UnitedHealth Group (UNH)
Earnings Report Date: Wednesday, Jan. 15, before market open
Fourth quarter results from UnitedHealth Group (NYSE:UNH) on Wednesday morning look reasonably important for UnitedHealth, which hardly is the type of company for which a single quarter usually changes the story. UNH stock heads into the release just off an all-time high — but the stock still trades at 18x current 2021 earnings per share consensus estimates.
So there’s the question of whether UnitedHealth can deliver another strong quarter. But as with other big reports, the equally intriguing question will be how investors react. Does the market see valuation full to the extent that nothing short of a blowout moves UNH higher? Or does UnitedHealth still get rewarded for what likely will be at least an impressive quarter?
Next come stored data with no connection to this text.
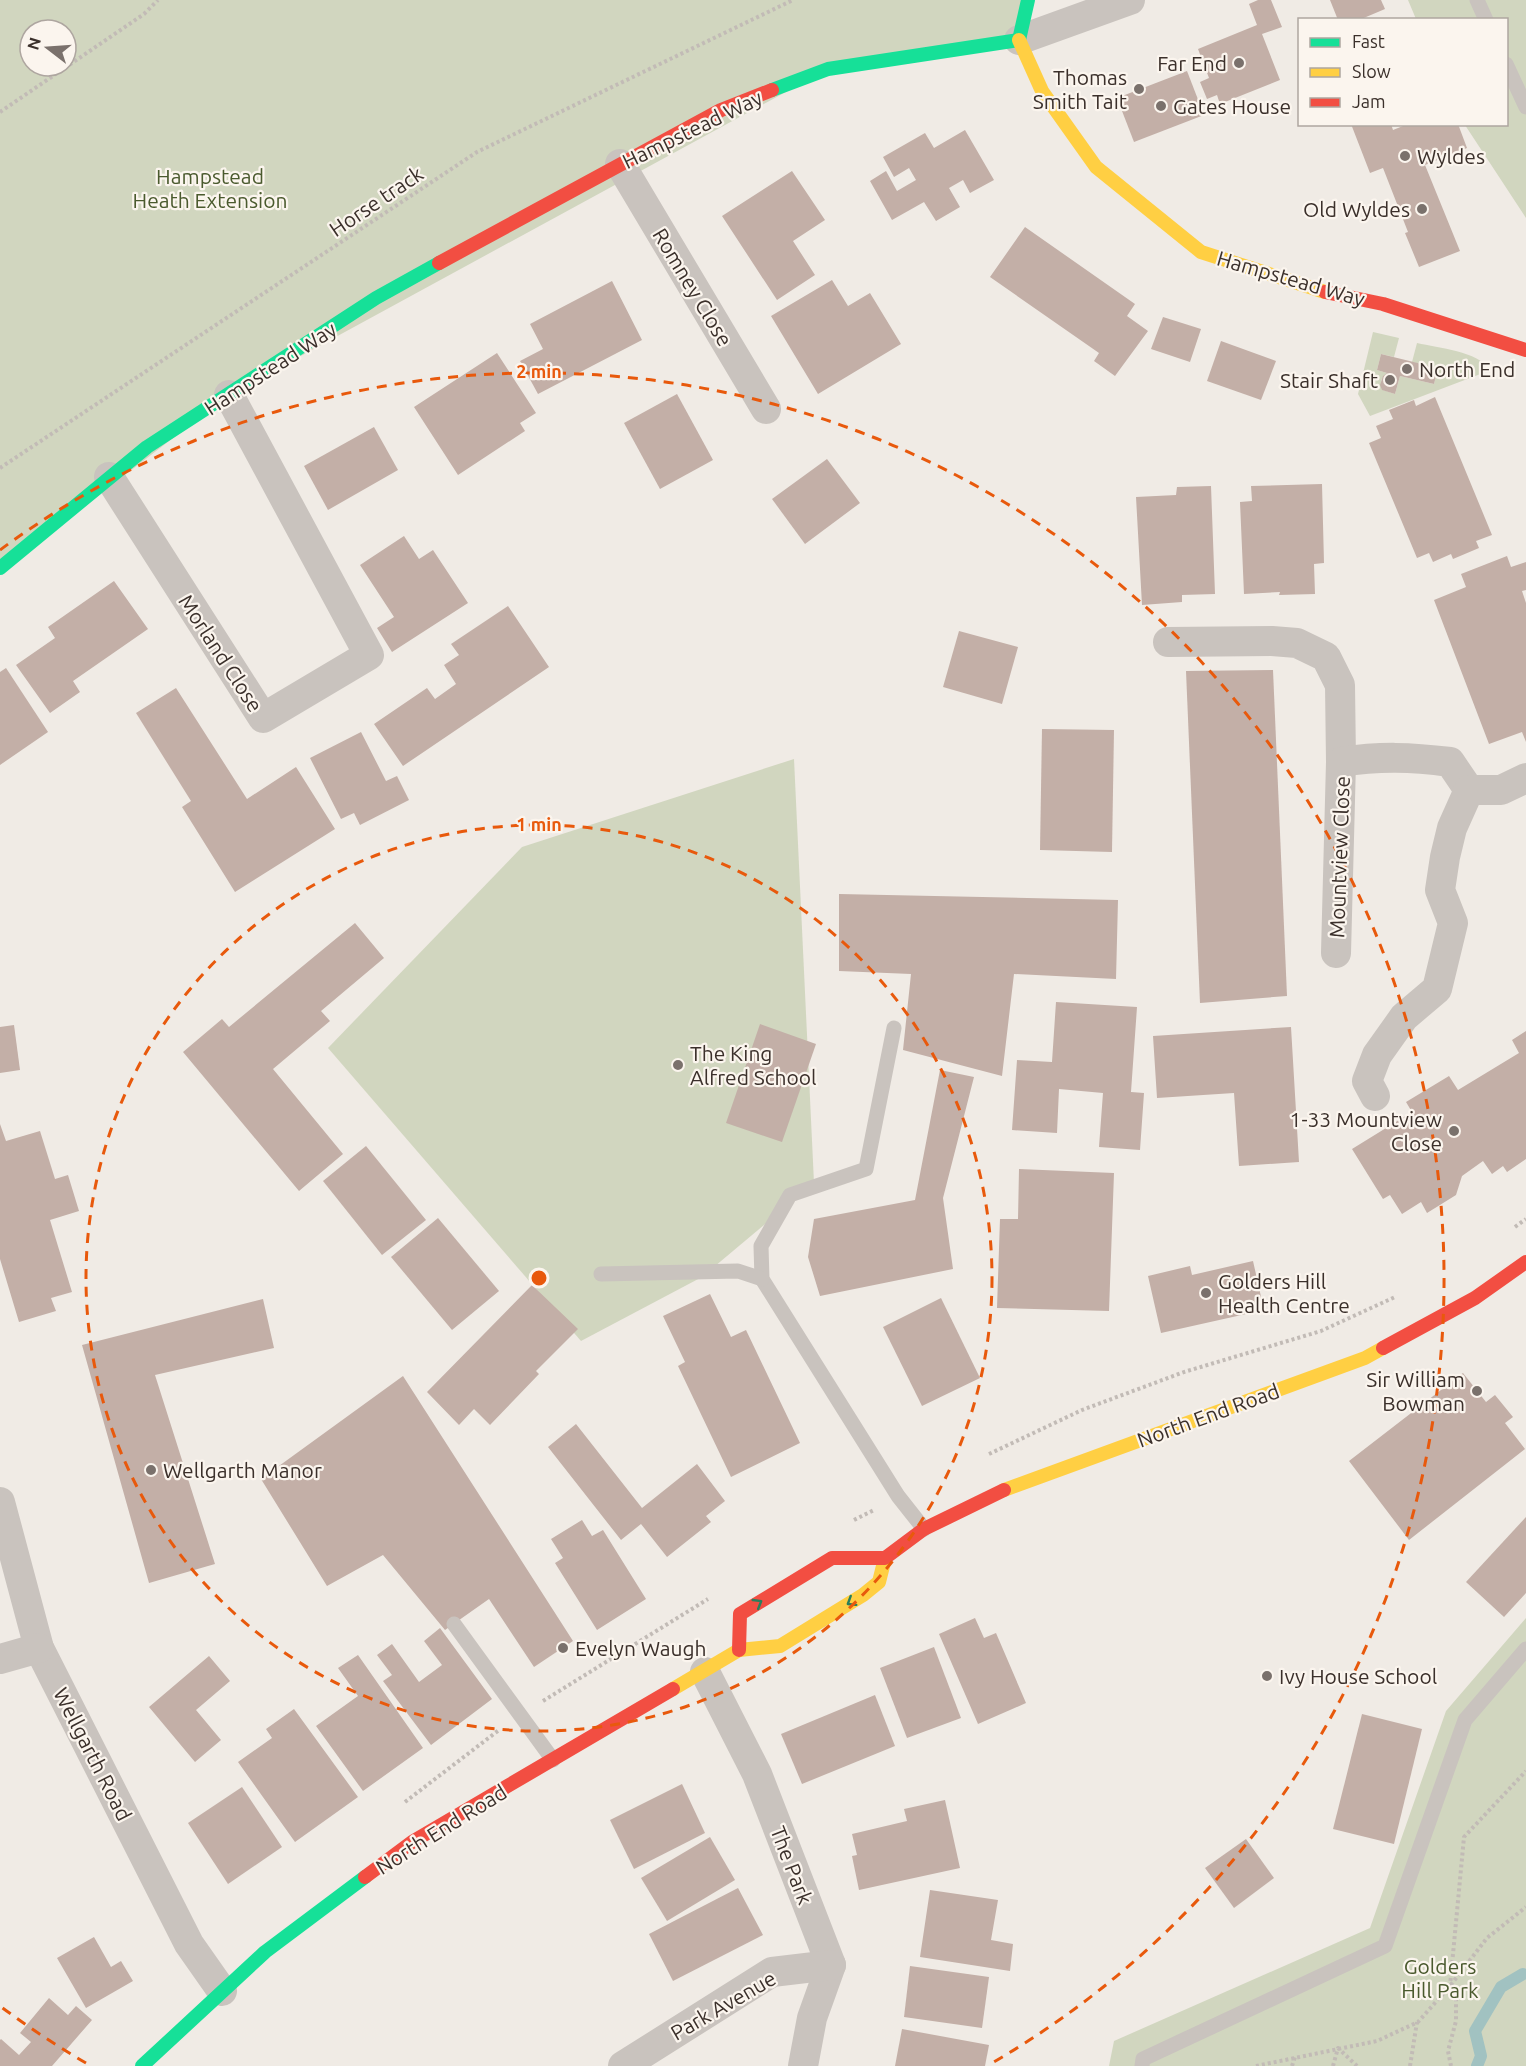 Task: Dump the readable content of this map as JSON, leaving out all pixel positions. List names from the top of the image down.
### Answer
{
  "streets": {
    "main road": ["Hampstead Way", "North End Road"],
    "street": [
      "Romney Close",
      "Morland Close",
      "Mountview Close",
      "Wellgarth Road",
      "The Park",
      "Park Avenue"
    ],
    "path": ["Horse track"]
  },
  "crossings": [
    ["Hampstead Way", "Romney Close"],
    ["Hampstead Way", "Morland Close"],
    ["North End Road", "Wellgarth Road"],
    ["North End Road", "The Park"],
    ["The Park", "Park Avenue"]
  ],
  "parks": ["Hampstead Heath Extension", "Golders Hill Park"],
  "places": [
    "Far End",
    "Thomas Smith Tait",
    "Gates House",
    "Wyldes",
    "Old Wyldes",
    "North End",
    "Stair Shaft",
    "The King Alfred School",
    "1-33 Mountview Close",
    "Golders Hill Health Centre",
    "Sir William Bowman",
    "Wellgarth Manor",
    "Evelyn Waugh",
    "Ivy House School"
  ],
  "legend": ["Fast", "Slow", "Jam"],
  "north": "left",
  "rings": ["2 min", "1 min"]
} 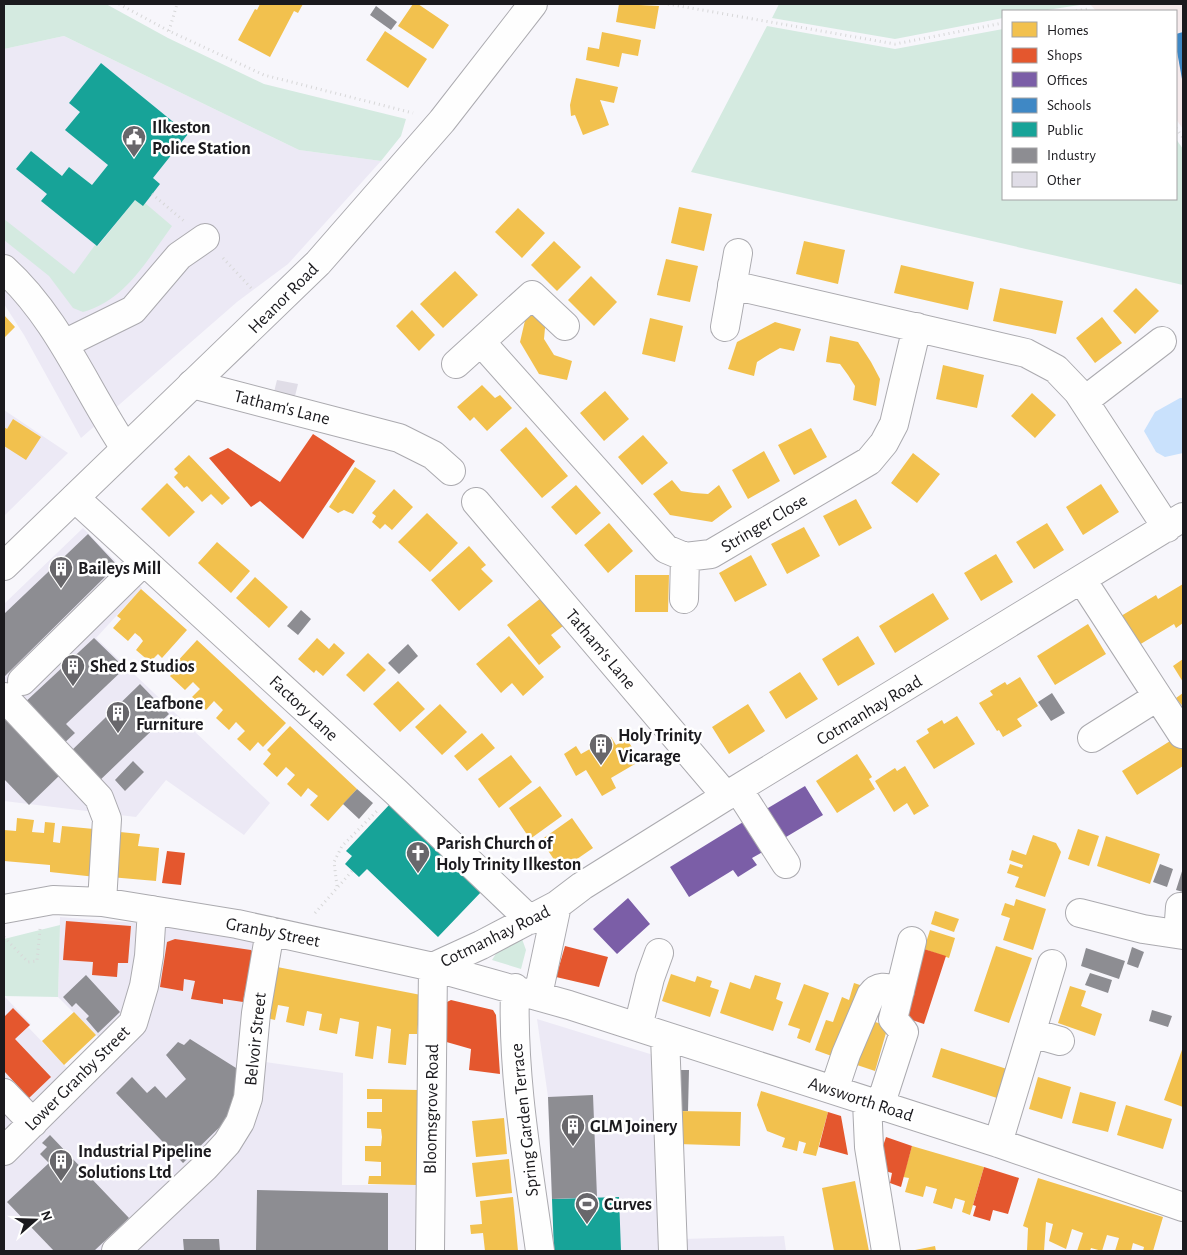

If UNH can rally after earnings, that bodes well for other quality names near the highs, which too might have more gains remaining.
PPG Industries (PPG)
Earnings Report Date: Thursday, Jan. 16, before market open
Coatings and paint manufacturer PPG Industries (NYSE:PPG) isn’t going to move markets on Thurday with its fourth quarter report. But it’s worth at least checking in on PPG’s results.
Good earnings from PPG would be a good sign for both stocks. A strong reaction from the market to such a report would help as well, given that PPG at 19x forward earnings remains cheap enough to rally going forward.
But a weak report could have wider consequence. PPG has a reasonably broad reach. If its management is worried on Thursday — which I don’t expect will happen — investors should be too. As a result, a strong report from PPG would go along to helping peers and calming investor nerves ahead of the deluge of reports coming in the second half of the month.
CSX Corporation (CSX)
Earnings Report Date: Thursday, Jan. 16, after market close
Railroad operator CSX Corporation (NYSE:CSX) has a sneakily important fourth quarter report due on Thursday evening. CSX itself needs a good report: its stock has managed to grind higher since plunging after second quarter results in July, but still sits almost 9% off its highs. Strong numbers and a bullish outlook will give CSX a chance to at least target new highs.
Earnings here are important for the sector as well. CSX isn’t the largest railroad operator, but it’s been one of the most aggressive in implementing “precision scheduled railroading”. And as I wrote last year, there are increasing worries that the strategy is a problem, or at least no longer a benefit, to CSX stock. There’s a case that the benefits at this point simply have been achieved, meaning margin improvements will be much more difficult to drive going forward.
A strong Q4 from CSX would assuage those worries. A weak quarter will amplify them. And so earnings seem likely to have a big effect on CSX — and to set the tone for the rest of the sector as earnings season ramps up.
As of this writing, Vince Martin has no positions in any securities mentioned.